Predicting the future at Hospital Medicine 2007
Robert M. Wachter, FACP, describes hospital medicine in 2017
By Stacey Butterfield
If anyone could predict the future of hospital medicine, it would be Robert M. Wachter, FACP. In 1996, Dr. Wachter coined the term "hospitalist" in an article in the New England Journal of Medicine. Since then, he's led the movement both nationally and at the University of California, San Francisco, where he is chief of medical service and the division of hospital medicine.
By the year 2017 (when he plans to be retired on a beach in Boca Raton), hospitalists will be busy with more patients, more diseases and more technology, Dr. Wachter predicted during the Society of Hospital Medicine's annual meeting in Grapevine, Texas, in May. The heavier workload will require an ever-growing number of hospitalists, he said, pushing their numbers from the current 20,000 to 50,000 in 10 years, with growth increasingly driven by co-management of surgical patients.
Changes in working conditions, income
More and more surgeons are turning management of their patients' comorbidities over to hospitalists, and other specialists are likely to do the same, Dr. Wachter said.

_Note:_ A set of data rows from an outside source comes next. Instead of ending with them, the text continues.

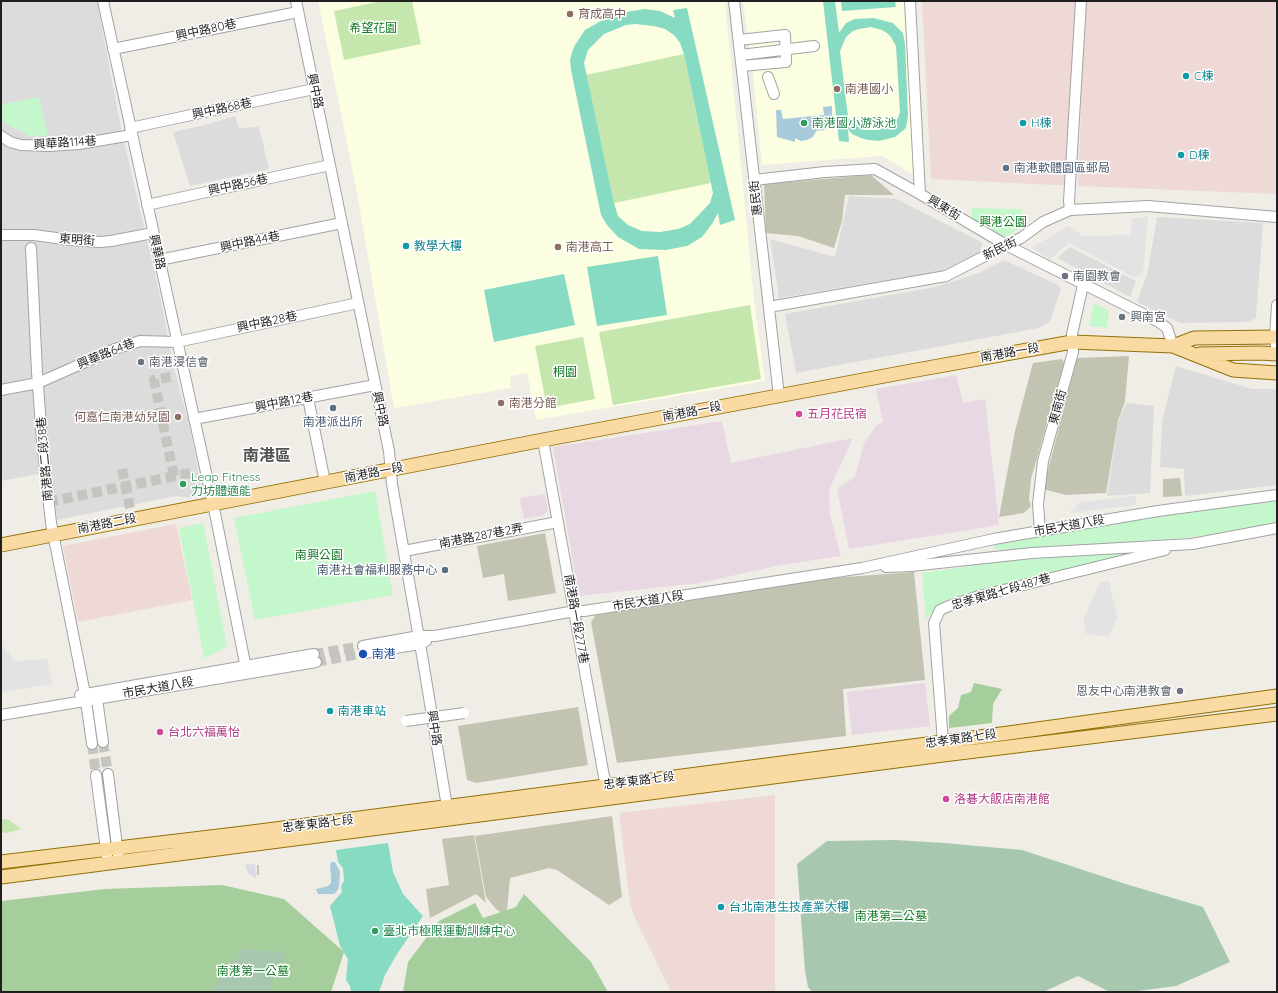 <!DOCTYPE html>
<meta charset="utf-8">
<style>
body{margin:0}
#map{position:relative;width:1278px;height:993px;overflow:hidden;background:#efede6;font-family:Quicksand,sans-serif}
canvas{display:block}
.frame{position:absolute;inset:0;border:2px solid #1f1f1f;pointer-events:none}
</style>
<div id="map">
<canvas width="1278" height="993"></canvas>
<div class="frame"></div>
</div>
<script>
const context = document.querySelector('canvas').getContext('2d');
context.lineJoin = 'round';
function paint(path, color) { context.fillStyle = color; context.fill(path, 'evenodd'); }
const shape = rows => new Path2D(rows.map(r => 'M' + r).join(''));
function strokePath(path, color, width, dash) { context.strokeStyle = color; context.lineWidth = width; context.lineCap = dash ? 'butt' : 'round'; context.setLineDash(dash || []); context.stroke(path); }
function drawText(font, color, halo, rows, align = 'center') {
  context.font = font + ' Quicksand,"Noto Sans TC",sans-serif'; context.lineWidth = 3; context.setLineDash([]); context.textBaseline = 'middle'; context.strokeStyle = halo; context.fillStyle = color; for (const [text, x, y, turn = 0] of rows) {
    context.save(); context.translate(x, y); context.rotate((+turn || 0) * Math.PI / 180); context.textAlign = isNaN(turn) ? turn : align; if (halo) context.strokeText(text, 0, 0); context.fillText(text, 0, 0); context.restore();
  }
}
const residential = shape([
 [1,1,97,1,121,128,160,296,174,368,190,428,201,485,194,498,176,496,57,520,52,477,37,474,1,481],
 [235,116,239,128,259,127,269,169,190,186,173,132,205,125],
 [849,196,897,199,983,243,979,253,941,271,779,298,770,239,835,257],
 [1157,217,1263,223,1256,318,1248,322,1180,323,1137,302,1148,271],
 [1070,247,1136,281,1130,297,1057,258],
 [1004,260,1058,285,1061,289,1050,321,1039,328,796,373,785,314,935,287,979,273],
 [1176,366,1252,389,1277,389,1277,485,1185,496,1184,469,1160,467,1162,421],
 [1126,403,1154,406,1150,493,1107,496,1118,423]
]);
const commercial = shape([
 [922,1,1083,1,1076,186,931,179],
 [1085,1,1277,1,1277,194,1078,186],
 [176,524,192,600,78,622,63,546],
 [775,795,775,992,671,992,636,920,630,903,619,813]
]);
const industrial = shape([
 [956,375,963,403,985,399,999,525,849,549,837,489,855,477,864,443,876,426,883,422,876,389],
 [722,421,731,463,853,438,829,490,830,515,841,556,781,565,699,583,579,596,553,447],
 [545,494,548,510,544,515,524,519,520,498],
 [925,683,930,726,852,735,847,692]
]);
const education = shape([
 [318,1,725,1,754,300,765,381,536,420,527,373,510,376,511,388,394,408,357,193],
 [743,1,913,1,923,139,919,178,882,156,762,165,752,65]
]);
const construction = shape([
 [871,175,894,195,845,195,842,221,834,248,798,236,766,233,764,184],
 [1129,356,1125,401,1118,421,1106,493,1066,495,1043,489,1077,358],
 [1062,359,1064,363,1031,479,1029,499,1031,506,1024,513,999,517,1015,431,1033,363],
 [1180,478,1182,496,1163,497,1163,479],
 [545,533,556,593,508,601,504,574,483,578,477,546],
 [914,572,925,680,843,689,846,736,617,763,591,622,596,615,833,578],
 [578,707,588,765,476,783,467,780,458,726],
 [612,816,622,897,609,905,557,870,549,868,510,878,507,910,503,914,496,909,486,897,475,836],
 [474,835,486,903,476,894,430,918,426,889,449,885,442,839]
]);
const grass = shape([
 [382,1,412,1,421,44,344,60,334,11],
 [684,54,711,183,614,203,586,75],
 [750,305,761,379,613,405,599,332],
 [583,337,595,399,547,408,535,346],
 [4,819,9,820,21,829,7,833,1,832,1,820]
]);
const forest = shape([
 [974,683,1002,689,993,704,992,723,949,728,949,716,958,708,961,695,971,692],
 [222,885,284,899,344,952,331,992,1,992,1,901,105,889],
 [524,894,591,962,608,992,403,992,408,962,439,921,475,903,483,918,516,907]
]);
const cemetery = shape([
 [895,840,944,843,1022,850,1129,885,1203,907,1230,962,1176,986,1130,992,1110,992,1078,976,1043,992,812,992,808,987,805,971,797,864,827,841],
 [242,949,287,952,271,984,273,992,211,992]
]);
const park = shape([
 [39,97,48,135,32,137,1,121,1,105],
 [971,208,1022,209,1024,226,1003,238,972,220],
 [1094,303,1109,311,1107,328,1089,326],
 [375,491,393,595,255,620,234,518],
 [1277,500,1277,523,1213,534,1185,538,999,550,995,549,993,546,994,544,1176,514],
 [203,523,227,646,218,652,204,658,179,528],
 [1125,552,1124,557,958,597,940,604,926,619,922,573,1006,561]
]);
const pitch = shape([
 [823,1,835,1,839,33,846,23,855,19,873,18,893,23,903,33,905,44,908,115,906,128,895,137,879,141,868,140,861,138,852,134,848,129,849,142,839,141],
 [871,27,882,30,887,33,891,37,896,46,900,112,898,118,894,122,889,126,877,130,864,130,859,127,851,121,848,117,840,51,846,37,853,31,859,29],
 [841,1,895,1,896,7,842,11],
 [687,8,735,220,720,225,718,213,712,224,702,237,687,246,666,250,639,249,618,237,607,225,601,215,571,70,570,60,572,52,575,45,585,30,606,18,626,12,645,9,660,11,675,18,673,10],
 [635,24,654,26,665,29,674,35,680,43,684,54,713,193,710,203,690,224,678,229,660,232,642,231,628,225,618,216,614,203,584,63,588,50,604,34,626,25],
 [658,256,667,315,597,326,587,267],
 [564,274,575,325,494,342,484,290],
 [388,843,393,872,403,894,423,916,397,954,385,975,379,992,351,992,350,986,346,980,348,959,340,946,330,906,342,892,341,886,344,881,343,868,338,862,336,850]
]);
const parking = shape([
 [1148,217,1143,272,1135,278,1069,243,1050,259,1031,248,1069,226,1083,236,1130,235,1132,218],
 [1136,496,1136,505,1070,513,1080,502],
 [1109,581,1117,618,1108,637,1085,633,1084,618,1100,582],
 [1,644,15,661,47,659,52,684,1,692]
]);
const plaza = shape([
 [255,864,256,878,248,873,245,865]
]);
const water = shape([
 [832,106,832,121,831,126,825,130,816,131,813,137,807,140,801,141,795,138,795,142,777,137,776,110,781,110,783,119,824,115,823,107],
 [331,862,335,862,340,872,339,887,337,891,334,894,318,894,316,889,328,886,331,883,331,876,330,868]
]);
const minorTunnel = shape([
 [122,469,130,508],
 [174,476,154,380,175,376],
 [48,502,195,472],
 [314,654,363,646],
 [316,662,364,653],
 [103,742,108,774],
 [92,744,96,775],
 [257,870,259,870]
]);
const minor = shape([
 [103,1,216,518,247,673],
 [296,1,389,451,392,484,423,661,448,813],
 [734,1,779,396],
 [910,1,920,194],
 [739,40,785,35,786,62,742,66],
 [113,49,298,12],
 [741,55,814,46],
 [768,77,774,94],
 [130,128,314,89],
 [1,136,10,142,21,145,49,146,79,144,132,135],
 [754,180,825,172,875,169,920,194,1006,245,1159,322,1167,328,1173,346],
 [147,205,330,165],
 [1070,210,1069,201,1081,1],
 [1,235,34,235,71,240,100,242,111,241,153,233],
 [31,248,37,372,42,440,51,523,85,694,92,744],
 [159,260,342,223],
 [1277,305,1275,337,1277,355],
 [769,307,946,276,1006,245,1021,238,1043,222,1070,210,1148,206,1277,217],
 [1,390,38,383,115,349,140,341,177,342,358,303],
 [308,398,325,482],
 [194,419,375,385],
 [543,440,607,793],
 [1040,531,1038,504,1043,461,1073,352,1072,334,1083,285],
 [404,551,558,522],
 [886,567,911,566,1032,553,1192,544,1277,528],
 [363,646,419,636,435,636,575,611,584,611,862,568,994,539,1040,531,1158,511,1277,495],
 [364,653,420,644,426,641],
 [96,692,103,742],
 [80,695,314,654],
 [1,715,316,662],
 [943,742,934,623,940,610,949,606,979,596,1165,550],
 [108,774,119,862],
 [96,775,108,864]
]);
const major = shape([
 [1173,346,1194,338,1277,337],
 [1200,354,1260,353,1277,354],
 [1,545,543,440,911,371,1072,342,1173,346,1233,370,1277,373],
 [1,862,252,832,943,742,1277,696],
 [1,877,943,755,1277,714]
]);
const minorBridge = shape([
 [406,721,464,713]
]);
const markers = [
 [570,14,4,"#8d6e63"],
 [1186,76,4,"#0f9aa8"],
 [837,89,4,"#8d6e63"],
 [804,123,4,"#2e9e5b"],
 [1023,123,4,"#0f9aa8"],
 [1181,155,4,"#0f9aa8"],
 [1006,168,4,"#5c6f8a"],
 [406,246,4,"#0f9aa8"],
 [558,247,4,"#8d6e63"],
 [1065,276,4,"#6b7280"],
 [1122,317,4,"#6b7280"],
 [141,362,4,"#6b7280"],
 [501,403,4,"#8d6e63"],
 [333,408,4,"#5c6f8a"],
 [799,414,4,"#d1479c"],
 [178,417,4,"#8d6e63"],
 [183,484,4,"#2e9e5b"],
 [445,570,4,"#5c6f8a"],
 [363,654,5,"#1a4fb4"],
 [1180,691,4,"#6b7280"],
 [330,711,4,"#0f9aa8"],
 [160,732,4,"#d1479c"],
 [946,799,4,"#d1479c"],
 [721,907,4,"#0f9aa8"],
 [375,931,4,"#2e9e5b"]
];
const educationNames = [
 ["育成高中",578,14],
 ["南港國小",845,89],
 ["南港高工",566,247],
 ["南港分館",509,403],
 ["何嘉仁南港幼兒園",170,417,"right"]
];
const parkNames = [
 ["希望花園",373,28],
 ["興港公園",1003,222],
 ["桐園",565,372],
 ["南興公園",319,555],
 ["南港第二公墓",891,916],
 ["南港第一公墓",253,971]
];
const streetNames = [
 ["興中路80巷",206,30,-12],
 ["興中路",315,91,78],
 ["興中路68巷",222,109,-12],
 ["興華路114巷",65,143,-4],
 ["興中路56巷",238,185,-12],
 ["惠民街",756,198,-96],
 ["興東街",944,208,31],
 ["東明街",77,240,4],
 ["興中路44巷",250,242,-12],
 ["新民街",1000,249,-26],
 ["興華路",157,252,78],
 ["興中路28巷",267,322,-12],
 ["南港路一段",1010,353,-10],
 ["興華路64巷",106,354,-22],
 ["興中路12巷",284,402,-11],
 ["東南街",1058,407,-75],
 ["興中路",380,409,78],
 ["南港路一段",692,412,-11],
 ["南港路二段38巷",45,459,-95],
 ["南港路一段",374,473,-11],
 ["南港路二段",107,524,-11],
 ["市民大道八段",1069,526,-10],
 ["南港路287巷2弄",481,536,-11],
 ["忠孝東路七段487巷",1001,592,-16],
 ["市民大道八段",648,601,-9],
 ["南港路一段277巷",576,619,80],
 ["市民大道八段",158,688,-10],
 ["興中路",434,728,81],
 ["忠孝東路七段",961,739,-8],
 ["忠孝東路七段",639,781,-7],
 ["忠孝東路七段",318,824,-7]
];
const cultureNames = [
 ["C棟",1194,76],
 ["H棟",1031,123],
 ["D棟",1189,155],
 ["教學大樓",414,246],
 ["南港車站",338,711],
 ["台北南港生技產業大樓",729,907]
];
const leisureNames = [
 ["南港國小游泳池",812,123],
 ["Leap Fitness",191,477],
 ["力坊體適能",191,491],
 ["臺北市極限運動訓練中心",383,931]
];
const serviceNames = [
 ["南港軟體園區郵局",1014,168],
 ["南港派出所",333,422,"center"],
 ["南港社會福利服務中心",437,570,"right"]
];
const worshipNames = [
 ["南園教會",1073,276],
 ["興南宮",1130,317],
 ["南港浸信會",149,362],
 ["恩友中心南港教會",1172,691,"right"]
];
const hotelNames = [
 ["五月花民宿",807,414],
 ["台北六福萬怡",168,732],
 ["洛碁大飯店南港館",954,799]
];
const transitNames = [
 ["南港",372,654]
];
const districtNames = [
 ["南港區",267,456]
];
paint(residential, '#dddcdc');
paint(commercial, '#efd9d6');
paint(industrial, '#e8d8e3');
paint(education, '#fbfee0');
paint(construction, '#c2c3b1');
paint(grass, '#c5e7ae');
paint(forest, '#a6cd9c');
paint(cemetery, '#a8c7af');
paint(park, '#c5f7cd');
paint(pitch, '#87dbc2');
paint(parking, '#e3e3e3');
paint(plaza, '#dbdae5');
paint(water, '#a8cbdb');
strokePath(minorTunnel, '#c5c4be', 10, [10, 5]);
strokePath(minor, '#a3a3a3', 12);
strokePath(major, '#937107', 15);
strokePath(minor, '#fff', 10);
strokePath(major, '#f8daa2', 13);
strokePath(minorBridge, '#a3a3a3', 12, []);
strokePath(minorBridge, '#fff', 10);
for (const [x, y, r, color] of markers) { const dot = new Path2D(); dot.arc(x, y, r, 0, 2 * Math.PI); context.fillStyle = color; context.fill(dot); strokePath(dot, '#fff', 1.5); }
drawText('12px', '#785e54', '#fff', educationNames, 'left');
drawText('12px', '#117923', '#fff', parkNames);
drawText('12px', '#1f1f1f', '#fff', streetNames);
drawText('12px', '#0d838f', '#fff', cultureNames, 'left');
drawText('12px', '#27864d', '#fff', leisureNames, 'left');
drawText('12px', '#4e5e75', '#fff', serviceNames, 'left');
drawText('12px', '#5b616d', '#fff', worshipNames, 'left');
drawText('12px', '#b23c85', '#fff', hotelNames, 'left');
drawText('12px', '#164399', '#fff', transitNames, 'left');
drawText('bold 16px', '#525252', '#fff', districtNames);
</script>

"Hospitalists will essentially be touching every patient who is sick enough to benefit from their care."

Hospital Medicine 2007 was held May 23–25 in Grapevine, Texas. Photo by Bill Strouse
Cuts in resident work hours, of which Dr. Wachter expects to see more, will also increase the need for hospitalists. Allied health professionals may pick up some of the residents' work, but because physicians bill at higher rates, work unpaid overtime and aren't unionized, Dr. Wachter predicted greater growth in the ranks of hospitalists.
As for hospitalist income, Dr. Wachter said salaries will increase until supply meets demand, with funding continuing to depend on two streams: professional fee revenues and support from hospitals.
Future reimbursements also will be based on quality measures, which will evolve to record patient outcomes rather than treatment processes, Dr. Wachter predicted.
"Ultimately, we actually don't care whether the patient got a beta blocker or a blood culture. We care about how patients do," he said.
Changes in outcome measurement, technology

Robert M. Wachter, FACP, addresses attendees at a Hospital Medicine 2007 session. Photo courtesy of the Society of Hospital Medicine.
Comparisons of observed versus expected outcomes will be the crucial performance measurement in the not-too-distant future. At that point, when case-mix adjustors can compare a patient's recovery or survival with that of other patients in the same condition around the country, pay-for-performance programs will gather more steam, said Dr. Wachter.
These more in-depth performance measurements will be made possible by electronic medical records (EMRs), which by 2017 will be universal, Dr. Wachter said.
"It will be very difficult to say 'I don't have an EMR' and not have people look at you cockeyed," he said.
EMRs of the future will do more than facilitate information transfer and eliminate confusion over handwriting, however.
"The big transformative force here is that all the data are owned by the patients in the patient-owned universal record," Dr. Wachter said.
Patients, rather than health care providers, will control their own EMRs, using Internet software likely developed by one of the mainstream computer giants, such as Google or Microsoft. The record will calculate expected outcomes automatically and collect patients' vital signs through sensors.
"The question you need to ask in 2017 might not be 'Does the patient need a CAT scan?' The hospitalized patient may get a scan with breakfast every morning and we just decide which slices to look at," Dr. Wachter said.
In the future, data will be coming in from every direction, from watches that measure blood pressure to beds that record heart and respiratory rates.
"We [hospitalists] will be charged with making sense of all this," said Dr. Wachter.
Other new technology will assist hospitalists in finding help to sort through the data. Like many other hospitals, UCSF Medical Center recently added plasma screens in patients' rooms.
"Right now, it's there so they can watch CNN," said Dr. Wachter. In 2017, though, hospitalists may use the screen to meet with a patient's daughter in another state and a specialist somewhere else in the world. The hospitalist could run a search for a nephrologist and get a list of consultants who are currently online, along with their cost and quality scores. And internists, specialists, patients and family members might be able to meet in real time to discuss test results and treatment options.
"To me, that sounds spectacular," Dr. Wachter said. It might even be enough to lure a retired hospitalist back from the beaches of Florida.